Exercise data

------------------------------------------------------------------------

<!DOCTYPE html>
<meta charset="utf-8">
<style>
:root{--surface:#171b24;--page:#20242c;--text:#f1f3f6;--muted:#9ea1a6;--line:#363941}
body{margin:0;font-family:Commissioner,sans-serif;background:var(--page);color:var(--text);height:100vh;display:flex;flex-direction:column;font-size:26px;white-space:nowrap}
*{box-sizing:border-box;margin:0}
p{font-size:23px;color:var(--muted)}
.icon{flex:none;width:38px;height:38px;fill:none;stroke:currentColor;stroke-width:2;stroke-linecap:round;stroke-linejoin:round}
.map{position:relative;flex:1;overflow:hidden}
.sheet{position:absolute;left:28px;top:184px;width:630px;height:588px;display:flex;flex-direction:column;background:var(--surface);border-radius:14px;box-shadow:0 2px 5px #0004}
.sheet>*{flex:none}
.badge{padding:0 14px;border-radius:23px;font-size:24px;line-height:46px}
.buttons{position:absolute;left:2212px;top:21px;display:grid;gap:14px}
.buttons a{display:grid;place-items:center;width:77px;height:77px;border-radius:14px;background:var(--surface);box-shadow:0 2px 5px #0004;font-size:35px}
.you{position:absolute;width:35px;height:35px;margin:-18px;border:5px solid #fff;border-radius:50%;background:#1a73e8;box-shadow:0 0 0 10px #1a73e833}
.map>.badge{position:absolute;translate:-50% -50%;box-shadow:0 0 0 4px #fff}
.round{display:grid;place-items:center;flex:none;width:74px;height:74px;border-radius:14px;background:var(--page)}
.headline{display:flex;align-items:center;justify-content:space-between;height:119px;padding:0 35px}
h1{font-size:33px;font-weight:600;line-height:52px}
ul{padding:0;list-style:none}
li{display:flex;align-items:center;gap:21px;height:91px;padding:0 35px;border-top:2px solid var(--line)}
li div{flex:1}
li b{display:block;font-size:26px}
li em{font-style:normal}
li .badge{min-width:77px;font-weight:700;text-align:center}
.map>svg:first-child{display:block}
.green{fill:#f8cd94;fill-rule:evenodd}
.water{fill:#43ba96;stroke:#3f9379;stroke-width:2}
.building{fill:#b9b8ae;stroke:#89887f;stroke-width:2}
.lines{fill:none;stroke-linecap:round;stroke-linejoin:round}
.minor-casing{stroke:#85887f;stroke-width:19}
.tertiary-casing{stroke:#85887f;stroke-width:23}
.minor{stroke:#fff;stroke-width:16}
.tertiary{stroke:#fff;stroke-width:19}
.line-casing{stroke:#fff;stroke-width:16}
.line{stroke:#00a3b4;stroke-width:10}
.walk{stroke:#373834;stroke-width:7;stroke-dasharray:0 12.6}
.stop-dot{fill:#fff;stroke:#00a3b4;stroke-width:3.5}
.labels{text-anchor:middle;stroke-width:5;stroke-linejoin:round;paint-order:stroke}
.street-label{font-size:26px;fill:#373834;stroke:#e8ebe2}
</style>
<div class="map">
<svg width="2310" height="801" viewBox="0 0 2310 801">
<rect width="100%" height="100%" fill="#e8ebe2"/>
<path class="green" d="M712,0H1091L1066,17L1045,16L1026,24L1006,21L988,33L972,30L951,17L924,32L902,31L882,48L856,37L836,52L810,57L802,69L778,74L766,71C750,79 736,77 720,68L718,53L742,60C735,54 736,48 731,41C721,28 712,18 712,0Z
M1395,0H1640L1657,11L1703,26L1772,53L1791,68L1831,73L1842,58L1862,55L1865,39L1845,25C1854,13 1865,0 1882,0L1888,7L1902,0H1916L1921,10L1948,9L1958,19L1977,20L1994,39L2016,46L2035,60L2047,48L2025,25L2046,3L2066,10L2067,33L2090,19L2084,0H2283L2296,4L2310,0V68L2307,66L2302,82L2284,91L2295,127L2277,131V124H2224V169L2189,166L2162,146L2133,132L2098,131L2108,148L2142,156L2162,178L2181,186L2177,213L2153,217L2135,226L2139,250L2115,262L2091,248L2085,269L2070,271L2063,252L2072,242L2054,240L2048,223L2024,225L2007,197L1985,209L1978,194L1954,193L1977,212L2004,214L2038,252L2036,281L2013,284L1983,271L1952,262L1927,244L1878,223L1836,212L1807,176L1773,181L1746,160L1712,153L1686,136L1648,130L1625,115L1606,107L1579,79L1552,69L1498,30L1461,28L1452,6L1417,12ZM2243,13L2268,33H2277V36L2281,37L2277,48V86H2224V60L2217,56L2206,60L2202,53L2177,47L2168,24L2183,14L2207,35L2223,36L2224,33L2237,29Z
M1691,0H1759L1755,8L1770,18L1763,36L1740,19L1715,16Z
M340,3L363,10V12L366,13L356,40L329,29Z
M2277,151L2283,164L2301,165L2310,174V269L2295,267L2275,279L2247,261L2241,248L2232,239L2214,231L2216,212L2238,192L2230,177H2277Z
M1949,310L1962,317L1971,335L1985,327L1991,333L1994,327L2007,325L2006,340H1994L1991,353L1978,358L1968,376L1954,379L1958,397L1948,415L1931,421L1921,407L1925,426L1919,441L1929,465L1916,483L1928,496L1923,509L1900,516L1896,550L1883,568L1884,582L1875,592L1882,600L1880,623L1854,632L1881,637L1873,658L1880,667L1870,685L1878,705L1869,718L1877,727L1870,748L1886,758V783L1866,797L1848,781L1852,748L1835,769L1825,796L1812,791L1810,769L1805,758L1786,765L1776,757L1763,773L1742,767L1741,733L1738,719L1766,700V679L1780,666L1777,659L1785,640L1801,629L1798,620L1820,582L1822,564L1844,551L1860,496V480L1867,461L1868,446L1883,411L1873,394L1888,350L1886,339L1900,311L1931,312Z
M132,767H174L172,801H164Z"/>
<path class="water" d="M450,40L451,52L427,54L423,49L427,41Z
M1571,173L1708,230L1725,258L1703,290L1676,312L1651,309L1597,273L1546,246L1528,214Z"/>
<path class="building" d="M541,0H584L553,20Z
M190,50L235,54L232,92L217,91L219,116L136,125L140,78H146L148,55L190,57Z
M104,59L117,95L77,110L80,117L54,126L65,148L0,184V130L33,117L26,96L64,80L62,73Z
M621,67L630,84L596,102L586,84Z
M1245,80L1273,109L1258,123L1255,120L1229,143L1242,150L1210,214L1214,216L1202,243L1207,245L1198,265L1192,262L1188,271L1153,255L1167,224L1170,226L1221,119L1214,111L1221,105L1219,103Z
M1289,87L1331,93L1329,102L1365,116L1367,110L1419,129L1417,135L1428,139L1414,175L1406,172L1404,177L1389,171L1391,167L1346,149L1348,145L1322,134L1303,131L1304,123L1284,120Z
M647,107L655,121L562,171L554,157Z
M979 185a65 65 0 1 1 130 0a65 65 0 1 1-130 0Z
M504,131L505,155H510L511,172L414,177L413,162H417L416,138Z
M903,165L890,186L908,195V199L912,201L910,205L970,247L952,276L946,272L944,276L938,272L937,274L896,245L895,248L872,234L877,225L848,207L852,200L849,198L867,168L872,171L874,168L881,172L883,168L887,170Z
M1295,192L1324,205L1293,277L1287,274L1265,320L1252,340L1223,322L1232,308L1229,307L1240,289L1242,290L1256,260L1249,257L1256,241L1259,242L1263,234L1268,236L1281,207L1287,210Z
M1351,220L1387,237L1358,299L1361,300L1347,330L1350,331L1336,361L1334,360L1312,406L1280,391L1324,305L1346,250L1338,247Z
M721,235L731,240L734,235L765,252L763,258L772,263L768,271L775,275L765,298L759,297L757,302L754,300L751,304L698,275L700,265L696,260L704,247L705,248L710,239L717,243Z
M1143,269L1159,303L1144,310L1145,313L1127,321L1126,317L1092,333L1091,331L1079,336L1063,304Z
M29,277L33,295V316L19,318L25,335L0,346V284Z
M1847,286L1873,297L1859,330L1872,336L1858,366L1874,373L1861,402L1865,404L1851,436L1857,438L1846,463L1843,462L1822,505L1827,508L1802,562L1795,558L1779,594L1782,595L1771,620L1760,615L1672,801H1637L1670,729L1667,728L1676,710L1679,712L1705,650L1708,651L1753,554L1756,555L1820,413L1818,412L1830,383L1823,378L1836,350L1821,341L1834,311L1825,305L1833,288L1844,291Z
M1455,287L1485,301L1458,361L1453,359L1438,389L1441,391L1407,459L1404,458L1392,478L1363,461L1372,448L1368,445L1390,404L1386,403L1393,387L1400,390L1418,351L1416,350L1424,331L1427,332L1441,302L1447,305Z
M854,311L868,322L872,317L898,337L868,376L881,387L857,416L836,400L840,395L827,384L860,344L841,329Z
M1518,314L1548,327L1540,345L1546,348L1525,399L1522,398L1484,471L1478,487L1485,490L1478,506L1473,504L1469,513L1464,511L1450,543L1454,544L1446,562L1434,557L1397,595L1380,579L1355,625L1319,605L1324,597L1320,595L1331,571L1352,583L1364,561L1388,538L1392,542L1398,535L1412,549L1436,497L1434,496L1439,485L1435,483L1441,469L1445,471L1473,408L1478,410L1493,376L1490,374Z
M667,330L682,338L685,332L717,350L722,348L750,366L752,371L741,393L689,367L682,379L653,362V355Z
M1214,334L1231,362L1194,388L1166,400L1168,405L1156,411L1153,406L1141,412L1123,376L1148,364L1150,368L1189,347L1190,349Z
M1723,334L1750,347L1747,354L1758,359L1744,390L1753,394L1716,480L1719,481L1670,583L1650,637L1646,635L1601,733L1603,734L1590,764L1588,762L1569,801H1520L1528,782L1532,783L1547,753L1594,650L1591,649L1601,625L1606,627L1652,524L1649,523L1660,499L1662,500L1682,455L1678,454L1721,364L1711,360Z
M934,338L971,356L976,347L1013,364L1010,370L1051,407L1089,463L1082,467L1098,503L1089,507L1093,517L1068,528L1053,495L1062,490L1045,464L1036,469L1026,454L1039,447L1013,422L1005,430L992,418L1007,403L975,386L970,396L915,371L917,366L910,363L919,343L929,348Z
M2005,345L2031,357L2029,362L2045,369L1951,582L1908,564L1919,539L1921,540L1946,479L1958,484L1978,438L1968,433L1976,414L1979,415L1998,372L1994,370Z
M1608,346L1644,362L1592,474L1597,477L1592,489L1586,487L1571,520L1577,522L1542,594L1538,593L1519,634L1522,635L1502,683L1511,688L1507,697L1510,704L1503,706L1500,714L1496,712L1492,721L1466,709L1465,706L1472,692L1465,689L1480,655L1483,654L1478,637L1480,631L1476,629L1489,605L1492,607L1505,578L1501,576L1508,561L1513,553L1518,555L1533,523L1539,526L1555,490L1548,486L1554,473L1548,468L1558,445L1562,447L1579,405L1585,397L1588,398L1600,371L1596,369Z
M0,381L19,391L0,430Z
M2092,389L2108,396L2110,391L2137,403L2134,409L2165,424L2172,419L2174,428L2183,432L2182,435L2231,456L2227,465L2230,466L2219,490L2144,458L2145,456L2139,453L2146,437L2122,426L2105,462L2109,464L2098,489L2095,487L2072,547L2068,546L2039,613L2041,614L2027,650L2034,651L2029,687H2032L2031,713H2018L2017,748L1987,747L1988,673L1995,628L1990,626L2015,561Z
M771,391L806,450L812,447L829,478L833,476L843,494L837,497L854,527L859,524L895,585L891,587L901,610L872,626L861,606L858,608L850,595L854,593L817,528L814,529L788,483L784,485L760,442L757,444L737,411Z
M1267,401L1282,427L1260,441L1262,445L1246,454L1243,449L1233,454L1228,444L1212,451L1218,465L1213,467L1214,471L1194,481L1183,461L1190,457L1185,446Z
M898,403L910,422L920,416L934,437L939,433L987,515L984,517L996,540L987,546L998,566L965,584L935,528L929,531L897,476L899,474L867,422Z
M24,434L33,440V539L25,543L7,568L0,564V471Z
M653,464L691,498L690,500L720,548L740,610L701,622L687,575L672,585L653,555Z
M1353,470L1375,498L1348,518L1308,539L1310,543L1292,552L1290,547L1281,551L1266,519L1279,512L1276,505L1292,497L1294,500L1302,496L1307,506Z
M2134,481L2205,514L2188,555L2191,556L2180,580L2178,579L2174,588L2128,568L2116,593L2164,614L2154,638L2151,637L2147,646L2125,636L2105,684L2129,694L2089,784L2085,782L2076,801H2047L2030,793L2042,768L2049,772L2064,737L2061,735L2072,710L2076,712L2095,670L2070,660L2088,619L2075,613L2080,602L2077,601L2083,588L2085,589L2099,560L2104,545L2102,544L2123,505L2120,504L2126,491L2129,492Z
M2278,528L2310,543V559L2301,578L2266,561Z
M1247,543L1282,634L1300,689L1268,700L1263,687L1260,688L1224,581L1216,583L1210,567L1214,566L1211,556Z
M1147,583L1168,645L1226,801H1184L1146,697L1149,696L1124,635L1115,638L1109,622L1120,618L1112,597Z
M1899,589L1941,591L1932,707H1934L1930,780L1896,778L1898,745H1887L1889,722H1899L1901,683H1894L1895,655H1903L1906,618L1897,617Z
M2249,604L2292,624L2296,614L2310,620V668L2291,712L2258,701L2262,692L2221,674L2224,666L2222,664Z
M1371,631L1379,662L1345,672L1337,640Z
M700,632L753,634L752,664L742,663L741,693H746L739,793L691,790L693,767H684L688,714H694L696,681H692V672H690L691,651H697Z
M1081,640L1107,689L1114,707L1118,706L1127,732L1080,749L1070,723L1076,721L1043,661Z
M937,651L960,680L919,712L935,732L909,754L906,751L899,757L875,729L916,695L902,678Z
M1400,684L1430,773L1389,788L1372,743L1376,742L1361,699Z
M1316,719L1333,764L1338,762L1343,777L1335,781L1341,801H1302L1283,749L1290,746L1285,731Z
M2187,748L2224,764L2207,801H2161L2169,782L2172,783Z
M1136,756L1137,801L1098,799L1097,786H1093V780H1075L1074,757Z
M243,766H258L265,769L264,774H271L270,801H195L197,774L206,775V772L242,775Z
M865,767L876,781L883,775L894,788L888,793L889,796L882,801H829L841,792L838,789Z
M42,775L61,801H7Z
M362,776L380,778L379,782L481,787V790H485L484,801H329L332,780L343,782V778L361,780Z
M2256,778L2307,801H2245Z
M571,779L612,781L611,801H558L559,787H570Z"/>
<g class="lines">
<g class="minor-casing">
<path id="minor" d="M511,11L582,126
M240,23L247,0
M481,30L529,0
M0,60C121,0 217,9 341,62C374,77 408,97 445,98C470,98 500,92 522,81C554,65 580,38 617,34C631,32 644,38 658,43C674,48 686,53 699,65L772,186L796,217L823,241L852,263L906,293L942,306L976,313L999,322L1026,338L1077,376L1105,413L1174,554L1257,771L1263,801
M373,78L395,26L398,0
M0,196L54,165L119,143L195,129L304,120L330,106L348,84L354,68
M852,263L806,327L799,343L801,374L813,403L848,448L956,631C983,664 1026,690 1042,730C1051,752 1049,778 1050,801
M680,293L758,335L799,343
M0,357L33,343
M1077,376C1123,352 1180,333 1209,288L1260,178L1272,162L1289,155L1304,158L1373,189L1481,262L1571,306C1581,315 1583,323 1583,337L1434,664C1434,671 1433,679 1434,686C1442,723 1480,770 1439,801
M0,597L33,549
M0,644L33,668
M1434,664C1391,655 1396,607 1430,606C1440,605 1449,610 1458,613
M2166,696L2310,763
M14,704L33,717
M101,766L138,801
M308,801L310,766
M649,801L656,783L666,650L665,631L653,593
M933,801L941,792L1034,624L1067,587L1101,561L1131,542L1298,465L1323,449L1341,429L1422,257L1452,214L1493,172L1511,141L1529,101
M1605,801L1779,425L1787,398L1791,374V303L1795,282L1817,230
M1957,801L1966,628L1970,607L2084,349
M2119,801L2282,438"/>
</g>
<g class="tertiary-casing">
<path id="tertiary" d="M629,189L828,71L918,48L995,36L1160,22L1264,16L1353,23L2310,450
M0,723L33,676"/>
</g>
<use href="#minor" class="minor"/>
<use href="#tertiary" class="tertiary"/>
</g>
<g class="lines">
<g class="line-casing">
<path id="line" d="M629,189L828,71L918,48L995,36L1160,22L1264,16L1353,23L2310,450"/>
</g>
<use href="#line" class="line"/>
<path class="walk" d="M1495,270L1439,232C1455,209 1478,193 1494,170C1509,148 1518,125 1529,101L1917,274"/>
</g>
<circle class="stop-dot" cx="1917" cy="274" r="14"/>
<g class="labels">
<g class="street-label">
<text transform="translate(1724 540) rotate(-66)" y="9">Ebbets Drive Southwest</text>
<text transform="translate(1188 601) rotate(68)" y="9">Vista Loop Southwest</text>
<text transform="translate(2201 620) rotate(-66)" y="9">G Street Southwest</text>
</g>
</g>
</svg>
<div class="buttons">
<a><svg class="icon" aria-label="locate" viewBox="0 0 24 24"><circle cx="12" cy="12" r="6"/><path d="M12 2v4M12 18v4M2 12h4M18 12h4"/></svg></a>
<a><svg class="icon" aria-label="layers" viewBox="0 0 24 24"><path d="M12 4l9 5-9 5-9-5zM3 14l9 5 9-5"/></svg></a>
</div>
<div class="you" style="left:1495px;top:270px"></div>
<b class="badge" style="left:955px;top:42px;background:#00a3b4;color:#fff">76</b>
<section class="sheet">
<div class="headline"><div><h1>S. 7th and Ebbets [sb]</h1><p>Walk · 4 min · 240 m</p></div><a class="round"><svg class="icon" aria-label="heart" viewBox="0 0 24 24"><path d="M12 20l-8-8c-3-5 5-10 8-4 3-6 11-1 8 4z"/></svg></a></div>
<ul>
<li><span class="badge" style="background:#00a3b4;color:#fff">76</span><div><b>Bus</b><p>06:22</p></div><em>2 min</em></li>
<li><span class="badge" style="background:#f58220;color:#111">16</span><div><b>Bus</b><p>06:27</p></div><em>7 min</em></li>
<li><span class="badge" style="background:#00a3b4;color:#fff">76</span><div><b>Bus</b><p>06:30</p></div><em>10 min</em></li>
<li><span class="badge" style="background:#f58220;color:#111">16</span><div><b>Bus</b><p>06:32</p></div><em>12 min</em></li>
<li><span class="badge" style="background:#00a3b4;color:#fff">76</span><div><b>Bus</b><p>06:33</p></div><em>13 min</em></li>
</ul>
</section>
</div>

------------------------------------------------------------------------

Your task is to find each line in the entries that contains the string "solid" and copy it.

Reply to the exercise
.you{position:absolute;width:35px;height:35px;margin:-18px;border:5px solid #fff;border-radius:50%;background:#1a73e8;box-shadow:0 0 0 10px #1a73e833}
li{display:flex;align-items:center;gap:21px;height:91px;padding:0 35px;border-top:2px solid var(--line)}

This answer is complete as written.